YOUR OBJECTIVE: Should a line in the entries below contain "aside", return that line.

ENTRIES SHOWN:
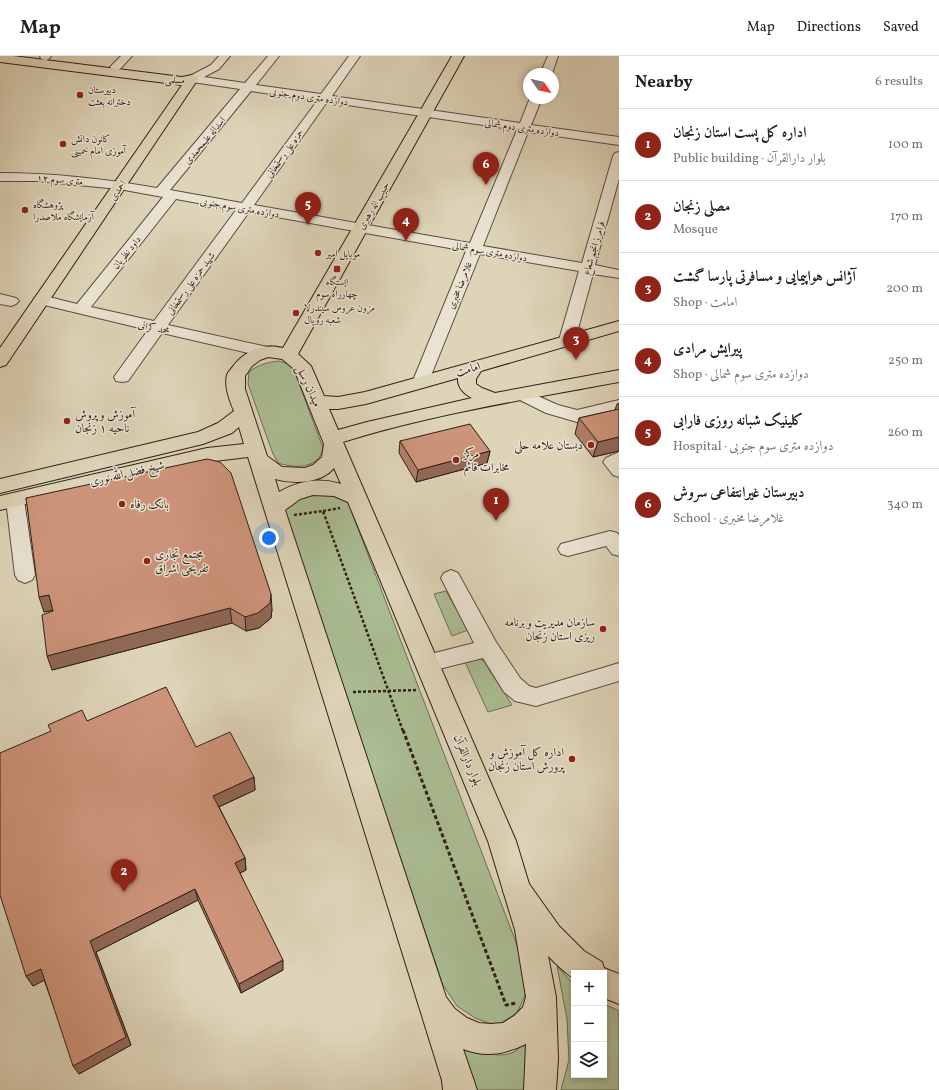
<!DOCTYPE html>
<meta charset="utf-8">
<style>
body{margin:0;font-family:Vollkorn,Amiri,serif;background:#f2f2f2;color:#202124}
.controls{position:absolute;right:12px;bottom:12px;display:grid;overflow:hidden;border-radius:0px;box-shadow:0 2px 6px #0003}
.controls button{width:36px;height:36px;display:grid;place-items:center;padding:0;border:0;border-bottom:1px solid #e0e0e0;background:#fff;color:#202124;font:20px sans-serif}
.compass{position:absolute;left:523px;top:12px;width:36px;height:36px;border-radius:50%;background:#fff;box-shadow:0 2px 6px #0003;rotate:124deg}
.you{position:absolute;left:269px;top:482px;width:14px;height:14px;margin:-10px;border:3px solid #fff;border-radius:50%;background:#1a73e8;box-shadow:0 0 0 6px #1a73e833}
.badge{display:grid;place-items:center;width:26px;height:26px;border-radius:50%;background:#8f2418;color:#fff;font-size:13px;font-weight:700}
.pin{position:absolute;translate:-50% -33px;filter:drop-shadow(0 1px 2px #0008)}
.pin::after{content:'';position:absolute;top:21px;width:14px;height:12px;background:inherit;clip-path:polygon(0 0,100% 0,50% 100%)}
.list{margin:0;padding:0;list-style:none}
h2{display:flex;justify-content:space-between;align-items:center;height:52px;margin:0;padding:0 16px;font-size:17px}
h2 small{font-size:13px;font-weight:400;color:#757577}
.list li{display:grid;grid-template-columns:26px 1fr auto;gap:12px;align-items:center;box-sizing:border-box;height:72px;padding:0 16px;border-top:1px solid #e0e0e0}
.list b{display:block;font-size:15px;white-space:nowrap}
.list p{margin:0;font-size:13px;white-space:nowrap;color:#757577}
.list em{font-size:13px;font-style:normal;color:#757577}
.icon{flex:none;width:22px;height:22px;fill:none;stroke:currentColor;stroke-width:2;stroke-linecap:round;stroke-linejoin:round}
.map{position:relative;flex:none;width:619px;height:1034px;overflow:hidden}
header{display:flex;align-items:center;gap:24px;box-sizing:border-box;height:56px;padding:0 20px;background:#fff;border-bottom:1px solid #e0e0e0}
header strong{font-size:19px}
nav{display:flex;gap:22px;margin-inline-start:auto;font-size:14px}
main{display:flex}
aside{flex:1;background:#fff}
.map>svg:first-child{display:block}
.green{fill:#abbe94;stroke:#6d6e56}
.lines{fill:none;stroke-linecap:round;stroke-linejoin:round}
.minor-casing{stroke:#5b4c41;stroke-width:2}
.major-casing{stroke:#2f1f19;stroke-width:2}
.highway-casing{stroke:#2f1f19;stroke-width:2}
.path-far1{stroke:#2f1f19;stroke-width:2.5;stroke-dasharray:3 2;stroke-linecap:butt}
.path{stroke:#2f1f19;stroke-width:3;stroke-dasharray:4 2.5;stroke-linecap:butt}
.minor{fill:#eae3d1;fill-rule:evenodd}
.major{fill:#ded4b8;fill-rule:evenodd}
.highway{fill:#ded4b8;fill-rule:evenodd}
.wall{fill:#b17f69;stroke:#2f1f19}
.shaded-wall{fill:#906855;stroke:#2f1f19}
.building{fill:#ce947a;stroke:#2f1f19}
.poi-dot{fill:#8f2418;stroke:#eae3d1;stroke-width:1.5}
.labels{text-anchor:middle;stroke-width:3;stroke-linejoin:round;paint-order:stroke}
.far-street-label{font-size:10px;fill:#2f1f19;stroke:#eae3d1}
.far-poi-label{font-size:10px;fill:#2f1f19;stroke:#eae3d1;text-anchor:start}
.street-label{font-size:12px;fill:#2f1f19;stroke:#eae3d1}
.poi-label{font-size:12px;fill:#2f1f19;stroke:#eae3d1;text-anchor:start}
</style>
<header>
<strong>Map</strong>
<nav><a>Map</a><a>Directions</a><a>Saved</a></nav>
</header>
<main>
<div class="map">
<svg width="619" height="1034" viewBox="0 0 619 1034">
<rect width="100%" height="100%" fill="#ded4b8"/>
<filter id="stains"><feTurbulence type="fractalNoise" baseFrequency=".005" numOctaves="4"/><feColorMatrix values="0 0 0 0 .2 0 0 0 0 .09 0 0 0 0 .02 0 0 0 .5 -.17"/></filter>
<radialGradient id="worn" r=".72"><stop offset=".6" stop-color="#630" stop-opacity="0"/><stop offset="1" stop-color="#630" stop-opacity=".3"/></radialGradient>
<!-- green -->
<g class="green">
<path d="M279 305 289 308 294 314 323 392C319 414 293 412 278 407L273 398 248 328 249 316C258 309 267 306 279 305Z"/>
<polygon points="317,436 340,439 347,444 522,902 527,935 517,957 496,970 475,962 457,950 443,929 283,452 292,443"/>
<polygon points="446,535 468,574 452,580 434,538"/>
<polygon points="477,603 483,604 512,649 488,656 465,606"/>
<polygon points="557,910 574,929 574,1019 604,1019 604,948 619,955 619,1034 561,1034 569,1004 567,963"/>
<path d="M458 981C474 992 498 1007 517 994 521 991 524 985 527 981L524 1034H477Z"/>
</g>
<g class="lines">
<!-- minor casing -->
<g class="minor-casing">
<g id="minor">
<path d="M40 0H51C49 4 46 5 41 3Z"/>
<polygon points="121,0 132,0 120,13 112,13 110,11"/>
<path d="M219 0H230L219 13 204 21 245 27 268 0H279L256 29 321 38 349 0H360L332 40 520 67 530 42H542L531 69 619 81V89L528 76 483 190 582 207 613 100 615 97 619 96V123L595 209 619 214V222L593 218 575 284 573 287 567 289 561 287 559 284 579 215 480 198 428 327 426 331 420 332 414 331 412 327 466 195 249 156 168 269 272 292 274 296 272 300 266 301 162 277 128 325 122 326 116 325 114 321 148 274 36 247 33 244 36 241 41 239 77 248 163 141 119 133 37 125H0V117C53 117 105 123 157 132L240 33 192 26 188 25 186 23 188 21 211 9ZM251 35 317 45 242 147 170 134ZM327 46 517 74 470 187 254 149ZM176 143 236 154 154 265 91 251Z"/>
<polygon points="548,0 558,0 552,18 540,18"/>
<polygon points="0,238 16,242 19,245 16,248 11,250 0,248"/>
<polygon points="522,333 558,349 577,354 619,344 619,356 577,366 546,357 516,342 514,338 516,334"/>
<polygon points="619,396 619,421 613,419 603,406 606,402"/>
<polygon points="15,437 22,439 24,444 35,519 32,524 25,527 18,524 15,519 6,444 8,439"/>
<polygon points="610,475 617,477 619,479 619,500 612,498 606,490 568,500 561,498 558,493 561,488"/>
<polygon points="451,514 458,517 496,586 520,622 529,630 536,632 619,607 619,625 536,650 515,645 504,636 483,602 427,616 419,613 416,607 419,601 474,587 441,522 444,517"/>
</g>
</g>
<!-- major casing -->
<g class="major-casing">
<g id="major">
<polygon points="0,0 13,0 182,21 192,19 196,20 198,23 6,309 0,311 0,292 182,29 0,6"/>
<path d="M452 0H464L298 298 311 310 324 340 338 341 365 336 619 265V275L481 315 476 323V328L482 332 495 337 619 314V326C528 343 432 358 343 386L516 785 543 874 556 941 558 1003 556 1034H524L526 988C505 998 486 1002 463 993L477 1034H445L248 401 207 406 0 454V440L207 392 244 388 239 371 232 377 203 388 0 437V423L198 376 218 367 234 355C230 345 224 331 227 319 228 316 232 312 234 309 246 294 264 287 283 292ZM268 301 282 303 294 313 324 388 322 401 313 409 305 412 282 411 267 400 245 333V320L252 310 260 304ZM458 322C457 331 464 338 472 342L367 366 338 374 329 353H338L366 348ZM334 412 341 428C319 421 298 425 279 436L275 423C293 428 321 428 334 412ZM313 439 334 440 348 446 488 785 515 874 526 941 523 951 514 960 503 967 491 968 479 967 467 962 455 953 446 941 285 454 300 443Z"/>
</g>
</g>
<!-- highway casing -->
<g class="highway-casing">
<g id="highway">
<path d="M517 821 527 825 559 870 584 895 602 906 604 912 619 918V948L604 942V917H574V923C548 904 515 865 503 835L507 825Z"/>
<polygon points="458,1009 469,1014 474,1025 475,1034 443,1034 442,1025 447,1014"/>
</g>
</g>
<!-- path-far1 -->
<g class="path-far1">
<polyline points="323,455 340,452"/>
<polyline points="294,459 323,455 403,675"/>
<polyline points="353,636 418,634"/>
</g>
<!-- path -->
<polyline class="path" points="403,674 506,949 516,947"/>
<!-- minor -->
<use href="#minor" class="minor"/>
<!-- major -->
<use href="#major" class="major"/>
<!-- highway -->
<use href="#highway" class="highway"/>
</g>
<!-- wall -->
<g class="wall">
<polygon points="619,347 619,395 593,401 575,378 579,362 615,354 617,348"/>
<polygon points="400,385 490,395 487,407 416,426 399,397"/>
<polygon points="26,442 272,553 271,562 259,572 246,575 232,567 52,614 53,555 53,554 44,556"/>
<polygon points="87,665 196,691 254,721 255,734 219,751 245,802 246,814 240,817 283,914 241,937 198,844 96,896 131,989 79,1018 44,924 33,930 26,920"/>
</g>
<!-- shaded-wall -->
<g class="shaded-wall">
<polygon points="619,381 619,395 593,401 598,386"/>
<polygon points="490,395 487,407 416,426 418,414"/>
<polygon points="271,538 272,553 271,562 259,572 246,575 245,561"/>
<polygon points="49,539 54,554 44,556 39,541"/>
<polygon points="230,552 232,567 52,614 47,600"/>
<polygon points="254,721 255,734 216,752 213,740"/>
<polygon points="245,802 246,814 236,819 235,807"/>
<polygon points="195,833 198,844 96,896 131,989 79,1018 73,1010 90,885"/>
<polygon points="283,904 283,914 241,937 239,928"/>
<polygon points="41,913 47,923 33,930 26,920"/>
</g>
<!-- building -->
<g class="building">
<polygon points="619,353 619,381 598,386 579,362"/>
<polygon points="470,368 490,395 418,414 400,385"/>
<polygon points="207,403 220,406 231,417 271,538 270,547 258,557 245,561 230,552 47,600 42,559 53,555 49,539 39,541 26,442"/>
<polygon points="166,631 196,691 230,676 254,721 213,740 245,802 235,807 283,904 239,928 195,833 90,885 126,981 73,1010 41,913 26,920 0,839 0,697 51,675 48,669 82,654 87,665"/>
</g>
<!-- markers -->
<g class="poi-dot">
<circle cx="80" cy="39" r="4"/>
<circle cx="63" cy="88" r="4"/>
<circle cx="25" cy="154" r="4"/>
<circle cx="318" cy="197" r="4"/>
<rect x="333" y="209" width="8" height="8" rx="2"/>
<circle cx="296" cy="257" r="4"/>
<circle cx="67" cy="365" r="4"/>
<circle cx="591" cy="389" r="4"/>
<circle cx="456" cy="404" r="4"/>
<circle cx="122" cy="448" r="4"/>
<circle cx="147" cy="505" r="4"/>
<circle cx="603" cy="573" r="4"/>
<circle cx="572" cy="703" r="4"/>
</g>
<g class="labels">
<!-- far-street labels -->
<g class="far-street-label">
<text transform="translate(175 23) rotate(2)" y="4">مسلمی</text>
<text transform="translate(309 40) rotate(8)" y="4">دوازده متری دوم جنوبی</text>
<text transform="translate(522 71) rotate(8)" y="4">دوازده متری دوم شمالی</text>
<text transform="translate(204 84) rotate(-50)" y="4">اسداله علیمحمدی</text>
<text transform="translate(284 97) rotate(-54)" y="4">حمزه علی رستمخانی</text>
<text transform="translate(60 123) rotate(5)" y="4">۱۲ متری سوم</text>
<text transform="translate(117 134) rotate(-56)" y="4">احمدی</text>
<text transform="translate(373 149) rotate(-60)" y="4">حبیب اله رهبری</text>
<text transform="translate(240 151) rotate(10)" y="4">دوازده متری سوم جنوبی</text>
<text transform="translate(593 192) rotate(-74)" y="4">فرامرز انجم شعاع</text>
<text transform="translate(490 195) rotate(10)" y="4">دوازده متری سوم شمالی</text>
<text transform="translate(126 196) rotate(-51)" y="4">داود نظریان</text>
<text transform="translate(190 227) rotate(-54)" y="4">شهید حمزه علی رستمخانی</text>
<text transform="translate(459 229) rotate(-68)" y="4">غلامرضا مخبری</text>
<text transform="translate(154 271) rotate(13)" y="4">محمد کرانی</text>
</g>
<!-- far-poi labels -->
<g class="far-poi-label">
<text x="88" y="37">دبیرستان<tspan x="88" dy="12">دخترانه بعثت</tspan></text>
<text x="71" y="86">کانون دانش<tspan x="71" dy="12">آموزی امام خمینی</tspan></text>
<text x="33" y="152">پژوهشگاه<tspan x="33" dy="12">آزمایشگاه ملاصدرا</tspan></text>
<text x="326" y="201">موبایل امیر</text>
<text x="337" y="229" text-anchor="middle">ایستگاه<tspan x="337" dy="12">چهارراه سوم</tspan></text>
<text x="304" y="255">مزون عروس سیندرلا<tspan x="304" dy="12">شعبه رویال</tspan></text>
</g>
<!-- street labels -->
<g class="street-label">
<text transform="translate(468 313) rotate(-17)" y="4">امامت</text>
<text transform="translate(309 330) rotate(65)" y="4">میدان رسل</text>
<text transform="translate(127 417) rotate(-13)" y="4">شیخ فضل الله نوری</text>
<text transform="translate(468 704) rotate(67)" y="4">بلوار دارالقرآن</text>
</g>
<!-- poi labels -->
<g class="poi-label">
<text x="75" y="362">آموزش و پروش<tspan x="75" dy="14">ناحیه ۱ زنجان</tspan></text>
<text x="583" y="393" text-anchor="end">دبستان علامه حلی</text>
<text x="464" y="401">مرکز<tspan x="464" dy="14">مخابرات قائم</tspan></text>
<text x="130" y="452">بانک رفاه</text>
<text x="155" y="502">مجتمع تجاری<tspan x="155" dy="14">تفریحی اشراق</tspan></text>
<text x="595" y="570" text-anchor="end">سازمان مدیریت و برنامه<tspan x="595" dy="14">ریزی استان زنجان</tspan></text>
<text x="564" y="700" text-anchor="end">اداره کل آموزش و<tspan x="564" dy="14">پرورش استان زنجان</tspan></text>
</g>
</g>
<rect width="100%" height="100%" filter="url(#stains)"/>
<rect width="100%" height="100%" fill="url(#worn)"/>
</svg>
<div class="controls">
<button>+</button>
<button>−</button>
<button><svg class="icon" aria-label="layers" viewBox="0 0 24 24"><path d="M12 4l9 5-9 5-9-5zM3 14l9 5 9-5"/></svg></button>
</div>
<svg class="compass" viewBox="-18 -18 36 36"><path d="M0-13l5 13h-10z" fill="#e53935"/><path d="M0 13l5-13h-10z" fill="#757577"/></svg>
<div class="you"></div>
<div class="pin badge" style="left:496px;top:465px">1</div>
<div class="pin badge" style="left:124px;top:836px">2</div>
<div class="pin badge" style="left:576px;top:304px">3</div>
<div class="pin badge" style="left:406px;top:185px">4</div>
<div class="pin badge" style="left:308px;top:169px">5</div>
<div class="pin badge" style="left:486px;top:129px">6</div>
</div>
<aside>
<h2>Nearby<small>6 results</small></h2>
<ul class="list">
<li><span class="badge">1</span><div><b>اداره کل پست استان زنجان</b><p>Public building · بلوار دارالقرآن</p></div><em>100 m</em></li>
<li><span class="badge">2</span><div><b>مصلی زنجان</b><p>Mosque</p></div><em>170 m</em></li>
<li><span class="badge">3</span><div><b>آژانس هواپیمایی و مسافرتی پارسا گشت</b><p>Shop · امامت</p></div><em>200 m</em></li>
<li><span class="badge">4</span><div><b>پیرایش مرادی</b><p>Shop · دوازده متری سوم شمالی</p></div><em>250 m</em></li>
<li><span class="badge">5</span><div><b>کلینیک شبانه روزی فارابی</b><p>Hospital · دوازده متری سوم جنوبی</p></div><em>260 m</em></li>
<li><span class="badge">6</span><div><b>دبیرستان غیرانتفاعی سروش</b><p>School · غلامرضا مخبری</p></div><em>340 m</em></li>
</ul>
</aside>
</main>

REPLY TO THE TASK:
aside{flex:1;background:#fff}
<aside>
</aside>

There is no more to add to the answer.